Let’s get it straight, right from the start: This isn’t just another pop album. It’s more like a cathedral erected in sonic form, flickering with incense and light, where club beats once hung out. It’s sexy, strange, high-concept, and yes, gloriously over the top, just the way we like it.
We’re talking love and lust, fame and fallouts, divinity and damnation. She’s reading hagiographies of female saints, she’s exploring what it means to give up control, to be object and subject, to blur god, goddess, mortal, pop star.
Right from opener “Sexo, Violencia y Llantas” we’ve got fado handclaps, operatic swellings, club-bass under church-pipes. Then there’s “Berghain” where she teams with the likes of Björk and Yves Tumor. Techno strings crash into fugues, and German choirs chant rage and desire.
Some moments feel like the choir at the opera house just accidentally wandered into the DJ booth at 3 AM and decided to raise the roof.
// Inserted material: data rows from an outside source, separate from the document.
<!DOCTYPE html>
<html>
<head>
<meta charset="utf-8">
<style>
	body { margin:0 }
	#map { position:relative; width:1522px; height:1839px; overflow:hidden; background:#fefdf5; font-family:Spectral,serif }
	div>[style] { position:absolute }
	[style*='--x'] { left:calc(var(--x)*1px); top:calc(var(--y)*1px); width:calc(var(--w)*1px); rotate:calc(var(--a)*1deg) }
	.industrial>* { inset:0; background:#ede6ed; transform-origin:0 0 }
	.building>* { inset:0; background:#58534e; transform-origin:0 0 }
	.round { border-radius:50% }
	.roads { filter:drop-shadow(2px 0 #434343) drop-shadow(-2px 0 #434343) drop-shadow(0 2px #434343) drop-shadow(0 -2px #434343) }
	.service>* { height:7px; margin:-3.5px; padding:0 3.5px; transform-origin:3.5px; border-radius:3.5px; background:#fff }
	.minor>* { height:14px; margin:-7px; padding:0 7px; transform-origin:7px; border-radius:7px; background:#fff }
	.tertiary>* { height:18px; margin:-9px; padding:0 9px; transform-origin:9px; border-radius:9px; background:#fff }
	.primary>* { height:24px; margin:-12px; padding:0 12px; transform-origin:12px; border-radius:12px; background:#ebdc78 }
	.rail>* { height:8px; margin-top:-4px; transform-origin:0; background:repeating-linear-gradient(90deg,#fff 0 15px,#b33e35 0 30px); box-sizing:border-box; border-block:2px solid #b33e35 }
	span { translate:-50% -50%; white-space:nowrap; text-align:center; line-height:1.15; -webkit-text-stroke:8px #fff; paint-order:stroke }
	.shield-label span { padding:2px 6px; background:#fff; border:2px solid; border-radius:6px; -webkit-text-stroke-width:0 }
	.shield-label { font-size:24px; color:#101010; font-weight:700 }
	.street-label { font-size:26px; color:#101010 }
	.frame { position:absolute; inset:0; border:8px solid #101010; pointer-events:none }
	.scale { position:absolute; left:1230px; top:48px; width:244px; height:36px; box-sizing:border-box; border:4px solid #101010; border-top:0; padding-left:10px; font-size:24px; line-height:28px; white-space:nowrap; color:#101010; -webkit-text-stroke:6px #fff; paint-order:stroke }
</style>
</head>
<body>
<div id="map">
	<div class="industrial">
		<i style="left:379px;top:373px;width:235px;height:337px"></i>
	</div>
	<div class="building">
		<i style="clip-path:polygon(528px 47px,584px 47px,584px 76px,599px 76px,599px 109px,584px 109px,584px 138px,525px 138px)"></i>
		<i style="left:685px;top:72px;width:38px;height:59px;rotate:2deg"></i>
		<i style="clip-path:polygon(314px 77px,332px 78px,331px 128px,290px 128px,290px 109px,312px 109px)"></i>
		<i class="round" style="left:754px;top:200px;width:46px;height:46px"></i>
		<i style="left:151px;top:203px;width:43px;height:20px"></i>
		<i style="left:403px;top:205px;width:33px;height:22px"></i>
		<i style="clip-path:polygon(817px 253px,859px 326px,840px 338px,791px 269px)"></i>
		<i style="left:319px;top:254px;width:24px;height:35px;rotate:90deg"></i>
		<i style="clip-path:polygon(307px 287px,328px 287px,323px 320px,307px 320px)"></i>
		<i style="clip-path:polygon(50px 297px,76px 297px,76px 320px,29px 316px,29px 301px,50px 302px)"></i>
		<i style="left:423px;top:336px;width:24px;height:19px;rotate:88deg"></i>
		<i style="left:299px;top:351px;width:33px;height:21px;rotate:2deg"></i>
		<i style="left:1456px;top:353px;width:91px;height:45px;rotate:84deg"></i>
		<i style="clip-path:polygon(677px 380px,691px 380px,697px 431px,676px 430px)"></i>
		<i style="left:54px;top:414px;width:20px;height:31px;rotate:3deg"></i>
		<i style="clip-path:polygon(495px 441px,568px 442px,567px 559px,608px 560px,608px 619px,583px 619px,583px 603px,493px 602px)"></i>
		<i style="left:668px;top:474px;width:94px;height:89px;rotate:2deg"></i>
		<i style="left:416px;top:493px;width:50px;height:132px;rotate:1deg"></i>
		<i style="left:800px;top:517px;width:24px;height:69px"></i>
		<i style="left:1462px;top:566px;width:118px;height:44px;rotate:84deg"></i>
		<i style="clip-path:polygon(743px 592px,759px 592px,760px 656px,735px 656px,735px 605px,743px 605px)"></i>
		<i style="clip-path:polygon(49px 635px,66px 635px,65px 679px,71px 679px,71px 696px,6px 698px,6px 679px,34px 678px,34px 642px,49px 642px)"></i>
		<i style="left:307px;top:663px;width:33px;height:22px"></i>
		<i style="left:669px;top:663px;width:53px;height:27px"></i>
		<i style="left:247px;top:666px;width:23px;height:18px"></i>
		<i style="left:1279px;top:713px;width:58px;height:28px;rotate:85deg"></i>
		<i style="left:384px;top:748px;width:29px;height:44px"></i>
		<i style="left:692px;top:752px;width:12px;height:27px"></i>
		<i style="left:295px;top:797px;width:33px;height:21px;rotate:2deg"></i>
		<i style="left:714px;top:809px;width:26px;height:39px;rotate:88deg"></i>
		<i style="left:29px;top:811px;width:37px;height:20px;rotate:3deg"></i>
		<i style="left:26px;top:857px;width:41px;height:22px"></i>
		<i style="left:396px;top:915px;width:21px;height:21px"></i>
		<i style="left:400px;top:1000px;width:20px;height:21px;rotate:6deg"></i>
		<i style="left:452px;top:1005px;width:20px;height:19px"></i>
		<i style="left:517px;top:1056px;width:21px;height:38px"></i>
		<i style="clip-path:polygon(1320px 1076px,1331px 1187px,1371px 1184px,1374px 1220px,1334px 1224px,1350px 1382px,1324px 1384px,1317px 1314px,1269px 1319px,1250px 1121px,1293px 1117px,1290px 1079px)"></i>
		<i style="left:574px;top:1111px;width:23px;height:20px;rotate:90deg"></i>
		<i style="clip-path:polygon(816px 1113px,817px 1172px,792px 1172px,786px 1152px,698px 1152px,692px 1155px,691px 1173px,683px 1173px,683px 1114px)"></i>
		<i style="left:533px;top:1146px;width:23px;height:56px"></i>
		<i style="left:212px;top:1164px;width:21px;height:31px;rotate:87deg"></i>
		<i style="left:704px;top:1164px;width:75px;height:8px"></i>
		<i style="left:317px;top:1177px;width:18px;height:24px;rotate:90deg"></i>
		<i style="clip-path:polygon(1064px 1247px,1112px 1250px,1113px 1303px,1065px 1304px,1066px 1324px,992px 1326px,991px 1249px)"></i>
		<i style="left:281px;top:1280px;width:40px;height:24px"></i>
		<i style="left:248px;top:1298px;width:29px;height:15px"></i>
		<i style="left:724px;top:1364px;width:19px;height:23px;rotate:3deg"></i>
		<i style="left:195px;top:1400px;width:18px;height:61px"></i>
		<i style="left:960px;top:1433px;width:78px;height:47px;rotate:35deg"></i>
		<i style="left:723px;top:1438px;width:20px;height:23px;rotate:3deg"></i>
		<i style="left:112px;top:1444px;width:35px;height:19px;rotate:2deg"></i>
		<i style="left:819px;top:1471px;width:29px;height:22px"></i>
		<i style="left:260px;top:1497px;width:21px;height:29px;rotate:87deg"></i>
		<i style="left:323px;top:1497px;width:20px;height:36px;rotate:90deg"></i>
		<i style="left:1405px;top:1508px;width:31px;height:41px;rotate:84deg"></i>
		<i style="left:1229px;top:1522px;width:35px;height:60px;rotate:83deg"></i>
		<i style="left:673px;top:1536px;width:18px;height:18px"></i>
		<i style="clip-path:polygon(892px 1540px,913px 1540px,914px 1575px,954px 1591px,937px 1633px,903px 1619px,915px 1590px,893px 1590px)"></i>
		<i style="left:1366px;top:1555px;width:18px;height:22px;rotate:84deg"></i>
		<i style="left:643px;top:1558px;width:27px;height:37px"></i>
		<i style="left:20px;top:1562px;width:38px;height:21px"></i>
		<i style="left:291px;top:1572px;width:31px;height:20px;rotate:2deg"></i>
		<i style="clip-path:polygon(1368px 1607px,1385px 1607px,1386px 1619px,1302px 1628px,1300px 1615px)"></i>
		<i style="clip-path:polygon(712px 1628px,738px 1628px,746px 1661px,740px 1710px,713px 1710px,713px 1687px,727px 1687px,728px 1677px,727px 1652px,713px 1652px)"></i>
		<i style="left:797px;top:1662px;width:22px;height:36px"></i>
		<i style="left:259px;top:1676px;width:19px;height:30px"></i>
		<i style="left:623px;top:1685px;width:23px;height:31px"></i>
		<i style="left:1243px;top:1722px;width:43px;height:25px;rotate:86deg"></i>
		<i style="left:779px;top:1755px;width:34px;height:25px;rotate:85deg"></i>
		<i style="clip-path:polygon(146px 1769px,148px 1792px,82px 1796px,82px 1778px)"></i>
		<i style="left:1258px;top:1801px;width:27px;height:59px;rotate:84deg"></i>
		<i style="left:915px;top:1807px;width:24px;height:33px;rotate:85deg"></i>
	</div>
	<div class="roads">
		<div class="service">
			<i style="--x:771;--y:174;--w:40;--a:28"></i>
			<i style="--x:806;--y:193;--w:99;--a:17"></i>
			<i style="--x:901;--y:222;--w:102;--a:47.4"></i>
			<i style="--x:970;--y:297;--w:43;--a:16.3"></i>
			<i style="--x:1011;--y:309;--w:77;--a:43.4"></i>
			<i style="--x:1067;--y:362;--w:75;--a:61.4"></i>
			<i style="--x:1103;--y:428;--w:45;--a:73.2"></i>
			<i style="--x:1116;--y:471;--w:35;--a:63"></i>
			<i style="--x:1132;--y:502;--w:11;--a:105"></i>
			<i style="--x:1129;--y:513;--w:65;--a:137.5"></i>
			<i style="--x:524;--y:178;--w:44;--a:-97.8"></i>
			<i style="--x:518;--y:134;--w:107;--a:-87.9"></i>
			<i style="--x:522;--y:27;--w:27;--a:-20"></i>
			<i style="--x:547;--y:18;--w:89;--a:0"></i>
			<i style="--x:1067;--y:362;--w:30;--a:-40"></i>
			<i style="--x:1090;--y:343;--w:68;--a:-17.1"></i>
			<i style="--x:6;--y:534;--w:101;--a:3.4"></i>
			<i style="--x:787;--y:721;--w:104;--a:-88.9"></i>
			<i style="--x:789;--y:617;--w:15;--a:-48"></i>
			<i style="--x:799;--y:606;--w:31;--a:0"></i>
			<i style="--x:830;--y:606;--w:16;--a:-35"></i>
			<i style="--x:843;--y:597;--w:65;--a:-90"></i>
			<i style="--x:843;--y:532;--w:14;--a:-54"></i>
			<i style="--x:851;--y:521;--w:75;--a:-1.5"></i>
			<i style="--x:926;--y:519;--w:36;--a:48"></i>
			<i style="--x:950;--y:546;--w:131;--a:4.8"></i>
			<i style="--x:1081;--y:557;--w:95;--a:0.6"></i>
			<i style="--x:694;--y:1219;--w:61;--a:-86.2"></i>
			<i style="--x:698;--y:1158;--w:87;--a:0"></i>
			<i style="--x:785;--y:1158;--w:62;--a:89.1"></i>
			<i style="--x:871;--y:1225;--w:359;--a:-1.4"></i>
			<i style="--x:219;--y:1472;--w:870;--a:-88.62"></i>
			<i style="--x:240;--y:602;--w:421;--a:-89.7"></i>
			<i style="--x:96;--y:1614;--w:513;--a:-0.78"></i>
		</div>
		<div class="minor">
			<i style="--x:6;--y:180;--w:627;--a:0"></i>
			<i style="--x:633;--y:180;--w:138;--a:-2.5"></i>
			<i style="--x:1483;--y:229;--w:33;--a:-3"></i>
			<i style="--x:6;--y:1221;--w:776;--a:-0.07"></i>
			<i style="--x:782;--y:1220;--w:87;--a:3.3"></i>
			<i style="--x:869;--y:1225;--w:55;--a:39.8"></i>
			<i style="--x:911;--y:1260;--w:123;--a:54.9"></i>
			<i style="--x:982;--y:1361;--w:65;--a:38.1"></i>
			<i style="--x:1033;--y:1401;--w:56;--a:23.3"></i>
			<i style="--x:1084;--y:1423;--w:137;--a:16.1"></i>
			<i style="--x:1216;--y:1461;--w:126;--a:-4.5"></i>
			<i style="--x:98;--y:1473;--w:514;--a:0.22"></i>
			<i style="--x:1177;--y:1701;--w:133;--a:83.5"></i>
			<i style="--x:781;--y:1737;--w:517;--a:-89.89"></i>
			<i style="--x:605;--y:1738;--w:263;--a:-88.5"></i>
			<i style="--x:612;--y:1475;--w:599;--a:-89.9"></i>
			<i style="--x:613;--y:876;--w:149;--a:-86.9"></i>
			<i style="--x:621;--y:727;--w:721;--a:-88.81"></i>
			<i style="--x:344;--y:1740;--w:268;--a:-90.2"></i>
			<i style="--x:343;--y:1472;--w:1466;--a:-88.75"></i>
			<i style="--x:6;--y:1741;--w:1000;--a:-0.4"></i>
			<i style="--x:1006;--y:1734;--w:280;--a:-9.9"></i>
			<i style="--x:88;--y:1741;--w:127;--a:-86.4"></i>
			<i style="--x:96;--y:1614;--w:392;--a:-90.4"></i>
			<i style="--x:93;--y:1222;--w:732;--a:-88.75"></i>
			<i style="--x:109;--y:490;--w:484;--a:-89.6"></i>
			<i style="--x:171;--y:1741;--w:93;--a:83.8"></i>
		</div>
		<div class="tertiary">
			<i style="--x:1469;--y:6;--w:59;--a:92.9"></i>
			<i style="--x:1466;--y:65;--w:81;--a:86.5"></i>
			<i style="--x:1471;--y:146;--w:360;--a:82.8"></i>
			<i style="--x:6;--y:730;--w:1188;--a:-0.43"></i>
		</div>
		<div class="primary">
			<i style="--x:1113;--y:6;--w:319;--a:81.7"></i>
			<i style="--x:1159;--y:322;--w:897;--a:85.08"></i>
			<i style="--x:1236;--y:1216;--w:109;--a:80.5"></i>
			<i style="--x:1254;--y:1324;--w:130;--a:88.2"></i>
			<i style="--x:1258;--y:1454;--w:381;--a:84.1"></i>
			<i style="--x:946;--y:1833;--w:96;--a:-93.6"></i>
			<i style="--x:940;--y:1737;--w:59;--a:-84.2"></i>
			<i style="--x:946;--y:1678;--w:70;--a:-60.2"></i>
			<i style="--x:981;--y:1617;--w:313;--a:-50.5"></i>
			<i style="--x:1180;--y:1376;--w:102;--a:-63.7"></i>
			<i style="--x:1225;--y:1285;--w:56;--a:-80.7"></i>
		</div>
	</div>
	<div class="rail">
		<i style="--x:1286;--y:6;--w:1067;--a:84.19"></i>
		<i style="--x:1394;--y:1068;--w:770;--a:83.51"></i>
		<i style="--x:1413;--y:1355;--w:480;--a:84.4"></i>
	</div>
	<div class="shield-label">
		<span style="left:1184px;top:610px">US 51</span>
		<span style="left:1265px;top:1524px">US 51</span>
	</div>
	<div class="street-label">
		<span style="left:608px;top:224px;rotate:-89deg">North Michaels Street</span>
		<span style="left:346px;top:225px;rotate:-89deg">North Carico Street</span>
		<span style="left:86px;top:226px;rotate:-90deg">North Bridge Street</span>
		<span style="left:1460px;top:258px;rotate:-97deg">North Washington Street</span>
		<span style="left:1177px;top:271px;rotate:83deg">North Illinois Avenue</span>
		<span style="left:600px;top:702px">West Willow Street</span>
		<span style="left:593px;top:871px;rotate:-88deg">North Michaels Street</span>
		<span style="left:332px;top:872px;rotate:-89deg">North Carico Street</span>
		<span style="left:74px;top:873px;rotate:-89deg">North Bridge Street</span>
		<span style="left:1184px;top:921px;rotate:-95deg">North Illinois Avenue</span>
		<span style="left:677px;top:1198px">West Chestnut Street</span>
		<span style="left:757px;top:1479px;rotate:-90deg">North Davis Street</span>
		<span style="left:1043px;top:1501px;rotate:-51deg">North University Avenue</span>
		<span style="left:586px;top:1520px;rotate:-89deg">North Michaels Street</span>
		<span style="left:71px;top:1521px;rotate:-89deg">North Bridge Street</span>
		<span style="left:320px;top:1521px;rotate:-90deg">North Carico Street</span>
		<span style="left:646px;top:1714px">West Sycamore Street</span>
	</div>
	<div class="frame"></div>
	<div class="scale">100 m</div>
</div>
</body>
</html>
Rosalía's voice is front and centre, but it’s dressed in armour now. It’s rich, angular, and full of drama. The orchestration never lets her hide. Tracks like “Porcelana” and “Mio Cristo” show her switching registers between vulnerability and diva-mode.
If you’re up for the ride, the reward is massive.
This album could be argued as her masterpiece so far: bold, unsettling, and seductive. It usurps the cheap thrills and light refrains and goes for something bigger.